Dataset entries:
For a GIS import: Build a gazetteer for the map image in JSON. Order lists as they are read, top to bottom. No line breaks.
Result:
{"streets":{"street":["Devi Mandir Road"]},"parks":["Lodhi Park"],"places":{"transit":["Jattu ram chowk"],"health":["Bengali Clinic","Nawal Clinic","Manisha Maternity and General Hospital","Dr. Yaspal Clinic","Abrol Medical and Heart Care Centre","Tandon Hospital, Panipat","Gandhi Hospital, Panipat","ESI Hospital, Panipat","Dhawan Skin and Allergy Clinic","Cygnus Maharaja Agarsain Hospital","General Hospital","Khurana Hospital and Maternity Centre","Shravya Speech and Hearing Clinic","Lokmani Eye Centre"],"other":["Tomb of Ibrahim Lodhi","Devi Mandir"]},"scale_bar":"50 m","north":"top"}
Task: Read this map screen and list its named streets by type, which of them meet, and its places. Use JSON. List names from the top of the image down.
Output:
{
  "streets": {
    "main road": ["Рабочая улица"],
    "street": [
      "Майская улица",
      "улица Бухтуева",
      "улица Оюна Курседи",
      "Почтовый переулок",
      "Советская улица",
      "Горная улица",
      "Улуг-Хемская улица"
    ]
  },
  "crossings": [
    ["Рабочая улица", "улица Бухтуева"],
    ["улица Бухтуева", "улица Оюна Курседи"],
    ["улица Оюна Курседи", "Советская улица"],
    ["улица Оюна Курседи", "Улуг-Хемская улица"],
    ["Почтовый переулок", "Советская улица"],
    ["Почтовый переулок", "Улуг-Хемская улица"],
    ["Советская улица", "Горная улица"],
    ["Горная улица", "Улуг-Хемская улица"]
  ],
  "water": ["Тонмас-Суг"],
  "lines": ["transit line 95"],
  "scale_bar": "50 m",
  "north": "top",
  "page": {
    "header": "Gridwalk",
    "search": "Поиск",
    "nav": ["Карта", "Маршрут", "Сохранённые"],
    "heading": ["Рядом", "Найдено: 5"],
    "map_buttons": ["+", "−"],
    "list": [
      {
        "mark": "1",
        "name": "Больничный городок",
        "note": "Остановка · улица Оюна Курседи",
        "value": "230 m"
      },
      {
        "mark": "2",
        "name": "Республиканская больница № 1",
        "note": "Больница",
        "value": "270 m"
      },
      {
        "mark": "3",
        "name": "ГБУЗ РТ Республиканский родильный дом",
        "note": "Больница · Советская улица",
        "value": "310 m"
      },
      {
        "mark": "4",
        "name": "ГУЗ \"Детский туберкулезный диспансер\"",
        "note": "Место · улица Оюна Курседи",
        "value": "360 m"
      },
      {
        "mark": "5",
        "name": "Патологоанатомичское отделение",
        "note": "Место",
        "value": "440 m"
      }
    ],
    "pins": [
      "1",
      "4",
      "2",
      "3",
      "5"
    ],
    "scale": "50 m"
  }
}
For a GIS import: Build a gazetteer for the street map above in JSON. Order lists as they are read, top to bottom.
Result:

Instructions for the task | Every line above that includes the word "Order" should be listed.

The answer |
For a GIS import: Build a gazetteer for the map image in JSON. Order lists as they are read, top to bottom. No line breaks.
For a GIS import: Build a gazetteer for the street map above in JSON. Order lists as they are read, top to bottom.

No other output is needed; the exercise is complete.